- Мне туда же. Возьмешь?

- Ой, матушка! коли б знал. - Он совсем засмущался, соскочил с телеги, запахнул полушубок, опять прикрыл голову рукой. - Вот шапка пропала... Мёд привозил...

- Так возьмешь?

В общем, поехала она с горбатым, подвыпившим мужиком неизвестно куда. Тот поначалу и не разглядел ее как следует, а когда увидел, до чего она непроста, величава, благородна и красива - за всю жизнь подобных наверняка не видывал! - кажется, малость даже перепугался, уже на ходу соскочил с телеги и большую часть пути шел, а временами и трусил с ней рядом, редко взглядывая на Соломонию и только отвечая на ее вопросы, сам ничего не спрашивал - и все больше и больше трезвел.

А она ничего не боялась, ни мгновенья; почему-то сразу почувствовав, что "попала", что Господь с нею и опять ведет куда надо, хотя дело и неправедное, но ведь только в отмщение: "Мне отмщение, и аз воздам!"

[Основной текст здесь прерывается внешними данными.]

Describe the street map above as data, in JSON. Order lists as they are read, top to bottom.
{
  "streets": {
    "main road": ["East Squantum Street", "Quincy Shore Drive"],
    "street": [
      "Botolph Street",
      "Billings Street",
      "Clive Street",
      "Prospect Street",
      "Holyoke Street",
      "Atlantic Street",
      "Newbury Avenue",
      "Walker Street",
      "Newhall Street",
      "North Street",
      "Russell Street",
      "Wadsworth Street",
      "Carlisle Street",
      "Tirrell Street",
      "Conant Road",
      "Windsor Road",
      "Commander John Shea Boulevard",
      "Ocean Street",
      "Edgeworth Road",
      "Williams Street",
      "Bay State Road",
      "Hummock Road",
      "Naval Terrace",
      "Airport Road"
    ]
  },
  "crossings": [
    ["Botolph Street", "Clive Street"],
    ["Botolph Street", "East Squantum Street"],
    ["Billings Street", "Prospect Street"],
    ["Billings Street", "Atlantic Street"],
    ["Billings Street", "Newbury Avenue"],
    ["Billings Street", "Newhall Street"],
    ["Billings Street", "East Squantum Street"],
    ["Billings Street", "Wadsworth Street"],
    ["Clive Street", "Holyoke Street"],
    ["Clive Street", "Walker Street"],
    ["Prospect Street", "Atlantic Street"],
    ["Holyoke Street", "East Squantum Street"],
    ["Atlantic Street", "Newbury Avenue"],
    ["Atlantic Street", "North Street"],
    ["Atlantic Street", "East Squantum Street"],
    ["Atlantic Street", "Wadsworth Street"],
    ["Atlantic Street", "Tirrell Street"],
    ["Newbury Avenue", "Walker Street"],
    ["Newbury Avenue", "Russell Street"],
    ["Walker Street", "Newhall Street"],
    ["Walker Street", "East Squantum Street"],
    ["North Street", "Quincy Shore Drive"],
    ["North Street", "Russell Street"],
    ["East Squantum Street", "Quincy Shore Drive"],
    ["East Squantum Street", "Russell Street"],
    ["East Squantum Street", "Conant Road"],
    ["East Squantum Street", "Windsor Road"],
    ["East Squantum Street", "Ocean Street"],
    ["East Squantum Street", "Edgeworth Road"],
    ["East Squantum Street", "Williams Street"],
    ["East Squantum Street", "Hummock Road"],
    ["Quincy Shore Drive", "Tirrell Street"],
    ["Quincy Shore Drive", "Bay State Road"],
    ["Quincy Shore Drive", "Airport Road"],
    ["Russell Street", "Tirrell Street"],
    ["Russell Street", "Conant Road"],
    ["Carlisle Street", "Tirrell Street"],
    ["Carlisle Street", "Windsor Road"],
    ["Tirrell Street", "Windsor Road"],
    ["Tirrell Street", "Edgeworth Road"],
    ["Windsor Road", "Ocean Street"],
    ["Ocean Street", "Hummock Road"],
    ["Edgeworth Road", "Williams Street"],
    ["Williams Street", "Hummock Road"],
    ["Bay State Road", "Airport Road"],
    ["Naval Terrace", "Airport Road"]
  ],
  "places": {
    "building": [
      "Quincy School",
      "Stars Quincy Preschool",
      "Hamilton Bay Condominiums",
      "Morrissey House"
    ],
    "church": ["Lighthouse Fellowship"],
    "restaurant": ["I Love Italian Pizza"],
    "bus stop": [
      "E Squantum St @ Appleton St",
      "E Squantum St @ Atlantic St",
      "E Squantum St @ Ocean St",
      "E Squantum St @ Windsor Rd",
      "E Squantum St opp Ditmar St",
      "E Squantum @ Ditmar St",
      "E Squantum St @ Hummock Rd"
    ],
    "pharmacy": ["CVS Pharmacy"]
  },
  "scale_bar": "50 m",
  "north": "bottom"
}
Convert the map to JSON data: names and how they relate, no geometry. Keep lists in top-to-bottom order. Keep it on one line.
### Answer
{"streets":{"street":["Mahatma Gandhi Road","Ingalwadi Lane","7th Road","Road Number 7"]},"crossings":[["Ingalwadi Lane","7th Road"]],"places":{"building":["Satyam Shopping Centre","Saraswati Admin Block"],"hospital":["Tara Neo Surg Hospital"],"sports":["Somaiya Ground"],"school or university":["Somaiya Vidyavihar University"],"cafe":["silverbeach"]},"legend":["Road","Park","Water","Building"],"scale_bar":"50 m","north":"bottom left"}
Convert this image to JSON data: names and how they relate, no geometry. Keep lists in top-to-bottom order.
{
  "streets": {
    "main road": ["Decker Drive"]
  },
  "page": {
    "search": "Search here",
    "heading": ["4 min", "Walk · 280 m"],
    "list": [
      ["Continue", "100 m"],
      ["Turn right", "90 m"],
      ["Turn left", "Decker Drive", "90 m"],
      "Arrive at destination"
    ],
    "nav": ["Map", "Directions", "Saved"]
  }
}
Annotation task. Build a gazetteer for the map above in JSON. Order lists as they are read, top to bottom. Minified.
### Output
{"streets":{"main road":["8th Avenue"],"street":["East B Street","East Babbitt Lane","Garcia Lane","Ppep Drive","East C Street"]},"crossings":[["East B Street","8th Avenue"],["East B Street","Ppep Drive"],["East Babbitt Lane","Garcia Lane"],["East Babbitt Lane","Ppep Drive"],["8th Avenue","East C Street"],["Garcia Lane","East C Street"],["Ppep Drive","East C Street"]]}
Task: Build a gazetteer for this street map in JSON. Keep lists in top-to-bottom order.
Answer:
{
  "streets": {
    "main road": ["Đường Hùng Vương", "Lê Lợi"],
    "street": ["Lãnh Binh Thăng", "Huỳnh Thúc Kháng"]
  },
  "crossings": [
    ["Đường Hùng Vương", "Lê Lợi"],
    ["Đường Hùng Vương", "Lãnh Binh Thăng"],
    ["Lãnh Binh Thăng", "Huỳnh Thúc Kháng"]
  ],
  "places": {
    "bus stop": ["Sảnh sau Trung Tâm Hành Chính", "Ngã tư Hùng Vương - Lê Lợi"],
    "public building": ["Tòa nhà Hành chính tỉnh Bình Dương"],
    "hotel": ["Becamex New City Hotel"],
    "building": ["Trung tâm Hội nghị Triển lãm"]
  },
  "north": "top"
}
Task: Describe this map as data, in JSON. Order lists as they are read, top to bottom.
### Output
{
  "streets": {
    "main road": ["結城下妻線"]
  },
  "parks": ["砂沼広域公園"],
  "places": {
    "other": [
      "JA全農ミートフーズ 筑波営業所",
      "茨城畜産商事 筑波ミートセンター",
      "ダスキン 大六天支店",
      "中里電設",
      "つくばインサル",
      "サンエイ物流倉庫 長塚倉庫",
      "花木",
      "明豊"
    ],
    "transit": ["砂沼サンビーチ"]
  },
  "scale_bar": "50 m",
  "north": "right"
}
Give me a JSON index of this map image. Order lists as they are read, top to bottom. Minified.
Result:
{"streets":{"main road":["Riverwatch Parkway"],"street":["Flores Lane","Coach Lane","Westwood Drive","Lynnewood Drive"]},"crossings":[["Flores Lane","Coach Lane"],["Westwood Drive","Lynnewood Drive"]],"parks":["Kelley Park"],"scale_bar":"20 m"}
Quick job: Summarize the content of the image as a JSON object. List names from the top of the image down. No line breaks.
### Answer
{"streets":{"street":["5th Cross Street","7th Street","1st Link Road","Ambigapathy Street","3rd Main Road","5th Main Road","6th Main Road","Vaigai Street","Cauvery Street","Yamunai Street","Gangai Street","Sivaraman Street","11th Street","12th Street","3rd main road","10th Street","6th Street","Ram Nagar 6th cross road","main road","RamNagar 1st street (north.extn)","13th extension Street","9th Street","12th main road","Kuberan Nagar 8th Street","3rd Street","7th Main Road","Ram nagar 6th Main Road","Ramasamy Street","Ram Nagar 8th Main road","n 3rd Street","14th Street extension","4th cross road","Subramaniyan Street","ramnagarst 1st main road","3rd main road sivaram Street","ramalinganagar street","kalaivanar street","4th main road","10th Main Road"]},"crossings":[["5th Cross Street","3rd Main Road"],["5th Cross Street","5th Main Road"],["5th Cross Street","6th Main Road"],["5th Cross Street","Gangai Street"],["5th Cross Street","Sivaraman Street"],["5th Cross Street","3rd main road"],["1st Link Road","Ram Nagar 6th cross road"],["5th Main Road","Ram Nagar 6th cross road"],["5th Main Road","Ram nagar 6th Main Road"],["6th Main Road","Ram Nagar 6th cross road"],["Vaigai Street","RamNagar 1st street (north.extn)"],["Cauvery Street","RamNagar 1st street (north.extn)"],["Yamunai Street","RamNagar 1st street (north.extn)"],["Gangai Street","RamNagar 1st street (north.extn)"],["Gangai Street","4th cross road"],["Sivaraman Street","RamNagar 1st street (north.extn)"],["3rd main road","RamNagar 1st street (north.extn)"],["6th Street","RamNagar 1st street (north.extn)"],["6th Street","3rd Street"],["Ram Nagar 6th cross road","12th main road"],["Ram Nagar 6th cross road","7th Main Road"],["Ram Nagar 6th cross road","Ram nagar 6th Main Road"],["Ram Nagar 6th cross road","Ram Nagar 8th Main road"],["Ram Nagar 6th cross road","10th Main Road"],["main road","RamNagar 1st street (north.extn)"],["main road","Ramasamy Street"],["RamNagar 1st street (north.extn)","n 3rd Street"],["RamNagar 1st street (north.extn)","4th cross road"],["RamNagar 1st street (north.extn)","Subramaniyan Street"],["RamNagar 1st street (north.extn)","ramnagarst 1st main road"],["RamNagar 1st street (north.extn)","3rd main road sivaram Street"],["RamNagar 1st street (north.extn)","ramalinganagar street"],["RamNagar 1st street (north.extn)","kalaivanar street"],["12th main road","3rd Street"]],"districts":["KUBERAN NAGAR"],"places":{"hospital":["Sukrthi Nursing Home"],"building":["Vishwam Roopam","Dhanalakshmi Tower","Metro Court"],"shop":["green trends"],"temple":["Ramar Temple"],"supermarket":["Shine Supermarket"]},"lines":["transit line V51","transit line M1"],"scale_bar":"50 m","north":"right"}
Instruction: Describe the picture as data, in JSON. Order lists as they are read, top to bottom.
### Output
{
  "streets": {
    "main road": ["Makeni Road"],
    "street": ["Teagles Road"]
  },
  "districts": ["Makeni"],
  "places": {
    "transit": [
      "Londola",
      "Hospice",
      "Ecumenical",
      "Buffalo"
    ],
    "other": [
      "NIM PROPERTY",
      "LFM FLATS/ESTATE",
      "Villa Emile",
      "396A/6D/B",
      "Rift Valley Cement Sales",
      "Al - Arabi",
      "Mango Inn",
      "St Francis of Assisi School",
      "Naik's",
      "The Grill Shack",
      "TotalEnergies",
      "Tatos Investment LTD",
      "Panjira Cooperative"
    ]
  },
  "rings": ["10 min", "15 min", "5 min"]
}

Оказалось, что мужик этот бортник, живет на краю леса, ближняя деревня не близко, но и не далеко - он доведет.

- Оттоль и до Ставрова кто ни то. Пешком тоже не близко.

А в избе у него жена да дитё, малец годовалый.

До места добрались, когда на небе догорала последняя розовая полоска заката и оно там голубовато светилось, а на востоке было густо-синим с единственной посверкивающей звездой над зубчатой грядой черного леса, по краю которого они уже давно ехали и к которому она невольно настороженно прислушивалась, потому что никогда не бывала вот так вот, почти ночью, без многолюдного окружения, возле такого бесконечного, непроглядно темного леса, полного затаенной, пугающей жизни: шорохов, посвистов, уханья, шелеста, скрипов, тресков бодрствующего зверья и хищных ночных птиц.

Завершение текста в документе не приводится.